Nel frattempo, il sopracitato Larry Miller, approdato alla multinazionale nel 1997, ha scalato sempre più posizioni nell’azienda, fino a divenire uno dei manager di maggior successo negli Stati Uniti. Eppure, non tutto è oro quel che luccica. Se è vero che la carriera di Miller nel mondo degli affari è stata pressoché impeccabile (fu anche presidente dei Portland Trail Blazers, dal 1999 al 2006, e nel suo ufficio ha foto con numerose celebrità, tra cui l’ex presidente degli Stati Uniti Barack Obama), è pur vero che c’è un’altra faccia della medaglia da analizzare, un peso enorme da sopportare con cui ha dovuto fare i conti per anni e anni, un segreto tenuto a lungo nascosto e rivelato soltanto recentemente.
Il 30 settembre 1965, quando aveva soltanto 16 anni, Larry Miller faceva parte della gang di Cedar Avenue e uccise a colpi di pistola Edward White, un ragazzo di 18 anni che non aveva nulla a che fare con il mondo criminale, che purtroppo inghiotte molti giovani in America, non necessariamente poveri e privi di istruzione. Dopo aver scontato la detenzione, il noto imprenditore, allora 30enne, riuscì a cambiare vita, a conseguire una laurea alla Temple University di Philadelphia, sua città natale, e a diventare un businessman di successo.
La sua scalata dalla Kraft alla Nike, passando per la Campbell’s, non conobbe sosta e lui nel frattempo non rivelò a nessuno quel poco edificante episodio che avrebbe potuto macchiargli la reputazione e impedirgli di fare carriera.
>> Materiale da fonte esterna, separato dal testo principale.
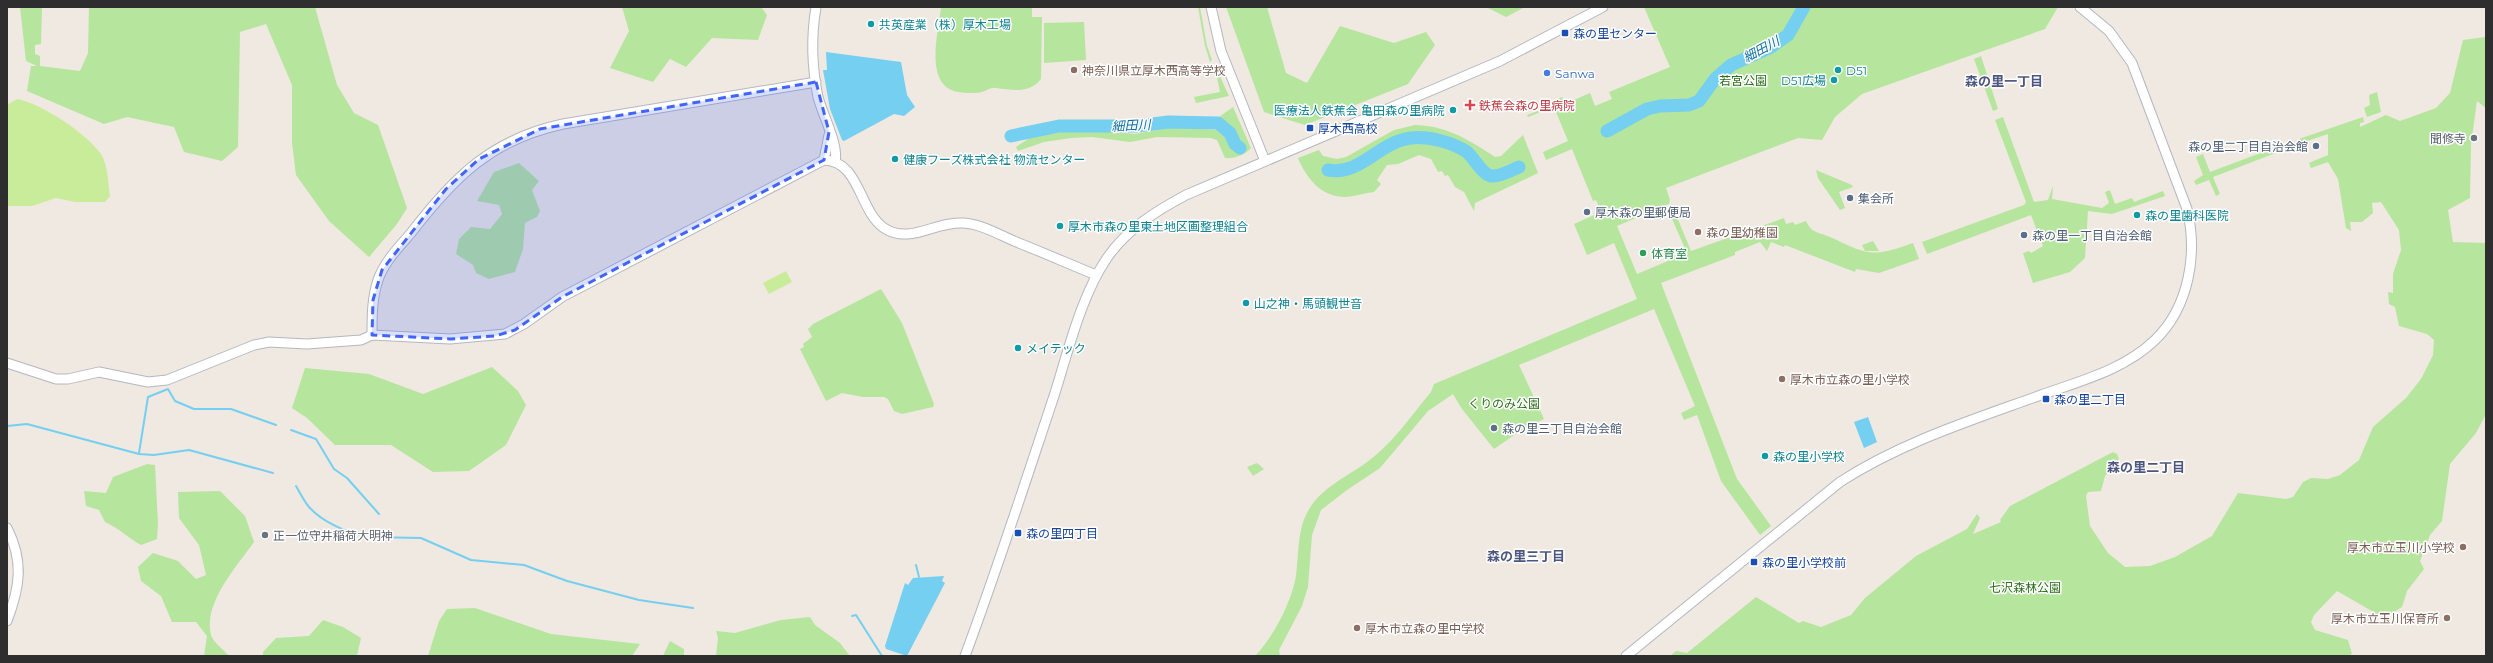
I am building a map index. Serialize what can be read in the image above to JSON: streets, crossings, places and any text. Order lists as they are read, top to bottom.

Soltanto la sua figlia maggiore, Laila Lacy, era a conoscenza dell’omicidio commesso dal padre, che le rivelò il segreto a 38 anni di distanza, nel 2003.
Miller ha reso pubblica la cosa nel corso di un’intervista rilasciata alla celebre rivista Sports Illustrated, annunciando inoltre l’uscita della sua biografia, “Jump: My Secret Journey from the Streets to the Boardroom”, scritta a quattro mani con la figlia Laila Lacy, in programma il prossimo anno. Il 72enne, inoltre, ha rivelato di non essere mai riuscito a superare il triste episodio, che gli ha inevitabilmente cambiato la vita, portandolo ad avere incubi e problemi di salute che lo hanno fatto ricoverare più volte in ospedale.
“Mi sono occorsi anni per capire la gravità di ciò che avevo fatto. La cosa peggiore è che non c’era alcun motivo, perché quel ragazzo non aveva nulla a che vedere con quella storia. Per anni ho fatto finta di nulla, tenendo nascosto a tutti il mio orribile segreto, sperando che nessuno venisse a saperlo.”, ha rivelato Larry Miller nell’intervista, mettendo in evidenza un aspetto emblematico: cambiare è possibile, perché “un errore, anche il peggiore, non può controllare quel che accadrà nelle nostre vite”.
“Spero che la mia storia sia fonte d’ispirazione per chiunque sia stato in galera e abbia voglia di riscattarsi. Penso ogni giorno a quello che ho fatto e credo che parlarne apertamente mi abbia fatto bene.”, la chiosa dell’imprenditore della Pennsylvania, che ha reso noto di non avere più incubi e problemi di salute da quando ha avuto il coraggio di raccontare l’accaduto e ha sottolineato l’importanza del garantire a tutti i detenuti la possibilità di riscattarsi e superare i momenti più bui.